NYPA President/CEO Tim Carey, whose authority has sponsored the event with $25,000 a year since 2000, said he thinks it should continue - with a few modifications - and said he’s satisfied it has been successful is both raising Lake Placid’s profile and netting ORDA federal dollars.
“You’re talking about an insignificant amount of money, it’s about a penny a year over five years for our customers,” Carey said, referring to the $25,000, which is part of $55,000 NYPA provides annually to ORDA to also fund training programs and efforts to bring disadvantaged kids to the Olympic facilities. “We believe that the rate of return is quite substantial.”
Carey said NYPA gives out $1 million a year to various causes and projects from its $2.5 million annual budget. It’s part of the authority’s mission - if not its legal mandate, he said - to help promote economic development and touristm, and not necessarily restricted to projects related to its various energy generating plants or service areas.

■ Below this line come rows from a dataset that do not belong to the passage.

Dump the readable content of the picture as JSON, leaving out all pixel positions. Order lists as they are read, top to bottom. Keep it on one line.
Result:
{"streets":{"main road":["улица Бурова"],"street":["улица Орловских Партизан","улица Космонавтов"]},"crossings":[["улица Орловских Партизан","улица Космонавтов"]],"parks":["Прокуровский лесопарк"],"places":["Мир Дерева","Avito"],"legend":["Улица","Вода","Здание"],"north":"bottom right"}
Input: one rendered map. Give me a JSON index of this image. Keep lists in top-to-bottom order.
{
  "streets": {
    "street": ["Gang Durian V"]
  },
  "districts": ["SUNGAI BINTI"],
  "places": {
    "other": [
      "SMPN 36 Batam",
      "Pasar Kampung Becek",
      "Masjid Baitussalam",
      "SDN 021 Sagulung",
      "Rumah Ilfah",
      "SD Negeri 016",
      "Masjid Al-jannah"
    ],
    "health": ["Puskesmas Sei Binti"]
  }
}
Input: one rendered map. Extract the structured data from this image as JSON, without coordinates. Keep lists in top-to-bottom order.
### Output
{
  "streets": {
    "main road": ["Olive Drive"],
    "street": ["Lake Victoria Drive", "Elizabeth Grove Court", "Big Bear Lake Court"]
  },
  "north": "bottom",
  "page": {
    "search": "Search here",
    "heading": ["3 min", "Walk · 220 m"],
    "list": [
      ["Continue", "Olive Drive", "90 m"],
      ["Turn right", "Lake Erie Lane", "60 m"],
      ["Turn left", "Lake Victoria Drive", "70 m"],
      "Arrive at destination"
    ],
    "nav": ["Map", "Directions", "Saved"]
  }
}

However, Assemblyman Richard Brodsky, D-Westchester, questioned the effectiveness of the Winter Challenge, noting that federal funding to ORDA has in fact decreased over the life of the event, dropping from $4.5 million between 1995 and 1999 to $471,000 in 2005.
“It’s a lobbying event, and the first thing that jumps out at you is should the government be using public funds to lobby?” said Brodksy, who insisted that one authority giving another money to run a lobbying event is different that a municipality paying a lobbyist (a routine occurrence) to represent its interests in Albany.
ORDA head Ted Blazer gave the overall cost of the challenge as $27,000, and said his authority pays for the $2,000 NYPA doesn’t cover. Brodsky called that number “fiction,” noting that Blazer himself had admitted it doesn’t factor in the operating costs of the Olympic facilities used by the challenge participants while they’re on site.
In return for its money, which paid for ground transportation, gift bags and dinners, NYPA received the right to place promotional banners at Winter Challenge events and eight free tickets for its staffers (Carey said that should be discontinued).
The U.S. Olympic Committee covered the cost of air travel, Blazer said, and most participants stayed at the training facility in Lake Placid. Some, however, (mostly members of Congress) stayed at the Mirror Lake Inn, a tony hotel owned by an ORDA board member.
Documents subpoenaed from ORDA by Brodsky show that the cost of dinners for the Winter Challenge in 2000 alone came to $11,638.50 (a choice of tenderloin or sea bass one night, filet mignon or chicken the next), and also indicate that NYPA paid separately for the Mirror Lake Inn rooms.
Brodsky, chair of the Assembly Corporations, Authorities and Commissions Committee, also raised a lot of questions about the Congressional Challenge invite list, which has included a number of lobbyists as well as members of Congress and their families, friends and staffers.
Over the years, the list has been heavy on the Republicans, including a number of Pataki aides and former NRCC chairman Tom Davis (it’s unclear if he attended), and light on Democrats, although both the state’s U.S. senators have been invited, and last year aides to both U.S. Sen. Hillary Clinton and Senate Minority Leader Harry Reid were present.
WNYT News Channel 13 anchor Phil Bayly and his former wife also participated in the Winter Challenge in 2001, documents show, as did a reporter from USA Today (in 2000) and a number of people representing corporations from VISA to Coca Cola and sundry Olympians, whose job it was to give “motivational talks,” Blazer said.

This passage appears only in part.